I use a version where i will slap people in the back of the head and tell them to "switch on"

This is usually where boobs take greater priority than identifying threats.


----------



## Gerry Seymour (Aug 27, 2016)

Juany118 said:


> Absolutely.  I think that goes to target hardening that @gpseymour  spoke of in another thread.
> 
> 
> 
> I find this tends to happen more so when the action is not directed at you.  More than once even at work I have found myself driving by something and saying "they didn't just do that right in front of me!?!?" On the other hand when something is directed at me I don't have that.  Then again I have about 25 combined years in one uniform or another so I am conditioned for that I suppose.


That's an interesting point - I hadn't thought about it being easier to end up in denial if the action is indirect (directed at another).


----------



## drop bear (Aug 27, 2016)

gpseymour said:


> That's an interesting point - I hadn't thought about it being easier to end up in denial if the action is indirect (directed at another).



There you make a logical choice to engage in risk.


----------



## drop bear (Aug 27, 2016)

hoshin1600 said:


> yep.
> 
> i say that martial arts is a skill based practice.  they practice the martial skills but not much else.
> 
> ...



Or as they say.  The best way to defend double underhooks is dont let them get double underhooks. 

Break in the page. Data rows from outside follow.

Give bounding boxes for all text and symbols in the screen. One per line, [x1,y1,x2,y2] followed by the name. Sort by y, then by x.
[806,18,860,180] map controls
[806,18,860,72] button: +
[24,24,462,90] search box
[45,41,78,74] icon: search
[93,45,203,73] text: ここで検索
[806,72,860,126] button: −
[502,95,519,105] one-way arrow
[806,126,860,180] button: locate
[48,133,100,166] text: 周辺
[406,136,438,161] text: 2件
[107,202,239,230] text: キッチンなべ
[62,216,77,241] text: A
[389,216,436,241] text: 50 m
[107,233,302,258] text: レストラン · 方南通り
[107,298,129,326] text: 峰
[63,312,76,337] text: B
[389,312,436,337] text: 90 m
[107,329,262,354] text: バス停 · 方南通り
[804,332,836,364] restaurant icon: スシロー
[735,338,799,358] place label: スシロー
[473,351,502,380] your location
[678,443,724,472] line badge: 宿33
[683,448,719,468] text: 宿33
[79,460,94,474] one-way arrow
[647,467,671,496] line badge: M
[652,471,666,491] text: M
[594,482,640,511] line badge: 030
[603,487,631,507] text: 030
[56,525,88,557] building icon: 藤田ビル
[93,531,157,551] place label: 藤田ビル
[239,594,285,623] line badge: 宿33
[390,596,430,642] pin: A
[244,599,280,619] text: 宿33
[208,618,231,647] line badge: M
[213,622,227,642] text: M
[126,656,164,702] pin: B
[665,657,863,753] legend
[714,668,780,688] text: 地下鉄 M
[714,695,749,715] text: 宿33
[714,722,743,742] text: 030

There are a lot of attacks that are defeated by good fundimentals.


----------



## Juany118 (Aug 27, 2016)

gpseymour said:


> That's an interesting point - I hadn't thought about it being easier to end up in denial if the action is indirect (directed at another).

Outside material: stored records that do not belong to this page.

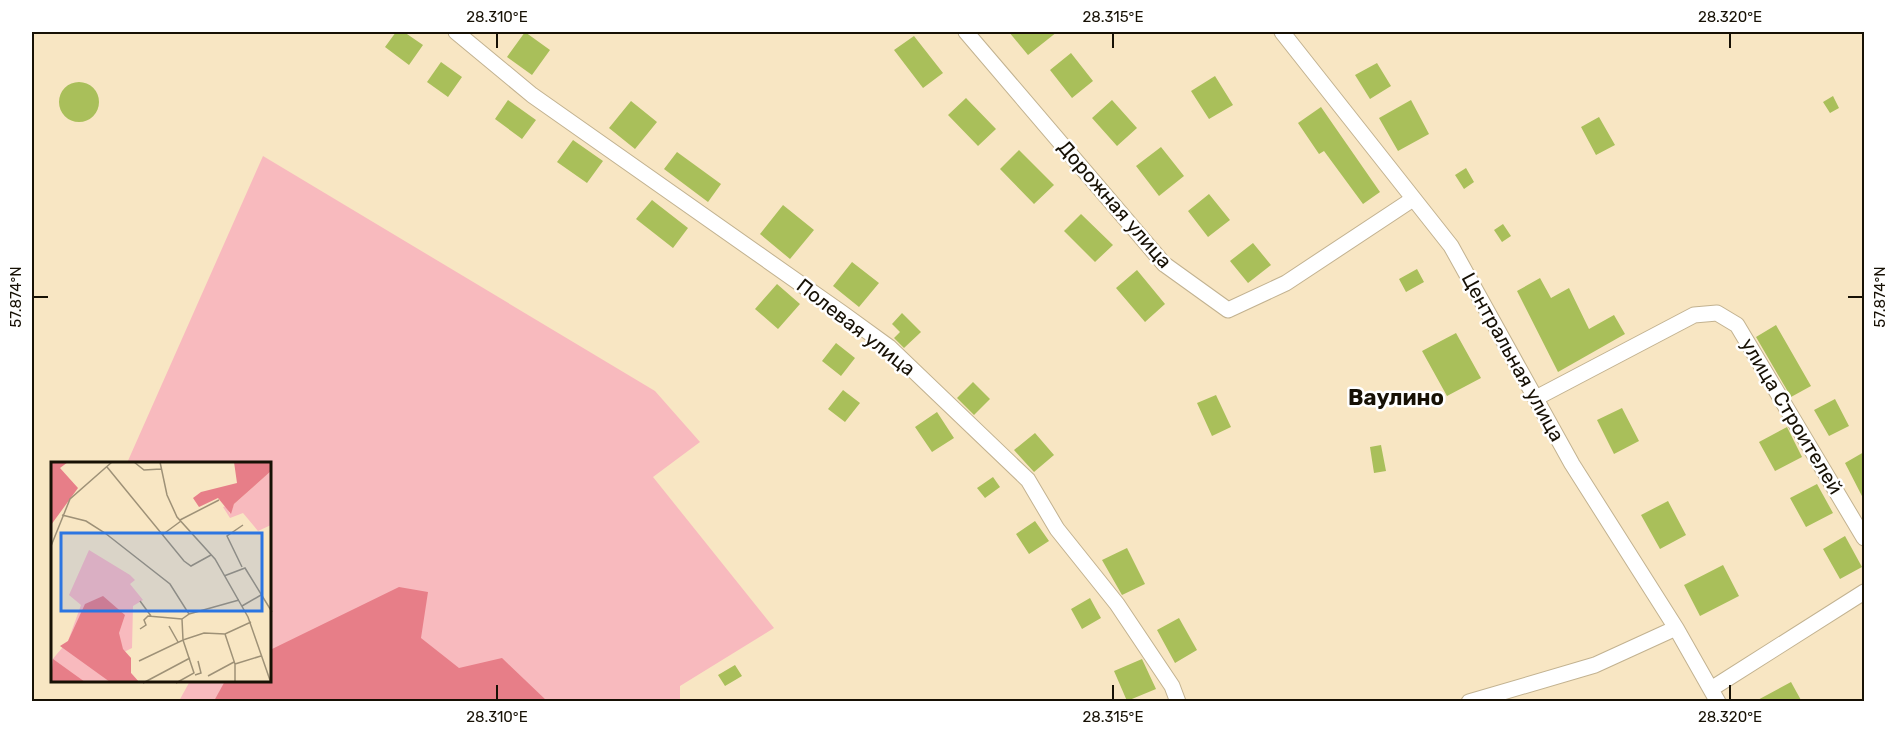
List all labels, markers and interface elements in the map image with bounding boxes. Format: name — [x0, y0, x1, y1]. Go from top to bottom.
text: 28.310°E — [466, 8, 528, 26]
text: 28.315°E — [1083, 8, 1143, 26]
text: 28.320°E — [1698, 8, 1762, 26]
street label: Дорожная улица — [1053, 135, 1177, 273]
text: 57.874°N — [7, 266, 25, 328]
text: 57.874°N — [1871, 266, 1889, 328]
street label: Центральная улица — [1457, 268, 1569, 446]
street label: Полевая улица — [792, 273, 920, 381]
street label: улица Строителей — [1736, 334, 1848, 498]
district label: Ваулино — [1348, 384, 1444, 411]
inset map — [51, 462, 272, 682]
text: 28.310°E — [466, 708, 528, 726]
text: 28.315°E — [1083, 708, 1143, 726]
text: 28.320°E — [1698, 708, 1762, 726]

Well tbh, and maybe I am a little off, I think personal denial is more a product of society.  We live in an society of "law and order" now so when violence is visited upon some they go into denial.

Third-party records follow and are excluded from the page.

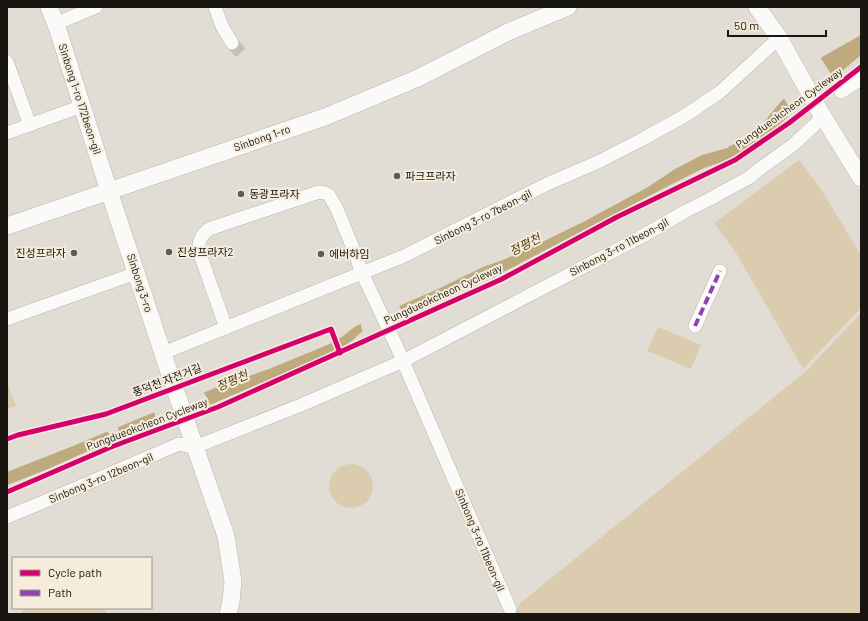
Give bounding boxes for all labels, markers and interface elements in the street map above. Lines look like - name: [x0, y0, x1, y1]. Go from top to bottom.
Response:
- scale bar: [728, 12, 826, 38]
- text: 50 m: [734, 18, 759, 32]
- street label: Sinbong 1-ro 172beon-gil: [56, 42, 105, 156]
- street label: Pungdueokcheon Cycleway: [733, 64, 845, 151]
- street label: Sinbong 1-ro: [232, 122, 292, 153]
- place label: 파크프라자: [405, 169, 456, 182]
- marker: 파크프라자: [392, 171, 402, 181]
- street label: Sinbong 3-ro 7beon-gil: [432, 186, 534, 247]
- place label: 동광프라자: [249, 187, 300, 200]
- marker: 동광프라자: [236, 189, 246, 199]
- street label: Sinbong 3-ro 11beon-gil: [567, 215, 670, 278]
- water label: 정평천: [507, 229, 544, 258]
- place label: 진성프라자2: [177, 245, 234, 258]
- place label: 진성프라자: [15, 246, 66, 259]
- marker: 진성프라자2: [164, 247, 174, 257]
- place label: 에버하임: [329, 247, 369, 260]
- marker: 진성프라자: [69, 248, 79, 258]
- marker: 에버하임: [316, 249, 326, 259]
- street label: Sinbong 3-ro: [125, 252, 156, 314]
- street label: Pungdueokcheon Cycleway: [382, 260, 504, 327]
- street label: 풍덕천 자전거길: [130, 360, 203, 399]
- water label: 정평천: [214, 366, 251, 393]
- street label: Pungdueokcheon Cycleway: [84, 394, 209, 453]
- street label: Sinbong 3-ro 12beon-gil: [47, 450, 155, 505]
- street label: Sinbong 3-ro 11beon-gil: [453, 487, 508, 593]
- legend: [12, 557, 152, 609]
- text: Cycle path: [48, 565, 102, 579]
- text: Path: [48, 585, 72, 599]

If this happened when we were hunter gatherers however I don't think we would have lasted.  To freeze and say "why is this happening to me" on the hunt and the animal turns to charge?  That wouldn't have ended well.  The "Fight or flight" of the primitive brain is there to let us react to that situation, if we go with the flow.  That is why I spoke on the thread you started on cognitive tunneling that training should be such that it takes advantage of "fight or flight" vs working against it.

Thing is "fight or flight" doesn't kick in if we are, for lack of a better term, a spectator.  We need to feel involved, one way or the other, in what we are viewing.


----------



## Gerry Seymour (Aug 27, 2016)

Juany118 said:


> Well tbh, and maybe I am a little off, I think personal denial is more a product of society.  We live in an society of "law and order" now so when violence is visited upon some they go into denial.
> 
> If this happened when we were hunter gatherers however I don't think we would have lasted.  To freeze and say "why is this happening to me" on the hunt and the animal turns to charge?  That wouldn't have ended well.  The "Fight or flight" of the primitive brain is there to let us react to that situation, if we go with the flow.  That is why I spoke on the thread you started on cognitive tunneling that training should be such that it takes advantage of "fight or flight" vs working against it.
> 
> Thing is "fight or flight" doesn't kick in if we are, for lack of a better term, a spectator.  We need to feel involved, one way or the other, in what we are viewing.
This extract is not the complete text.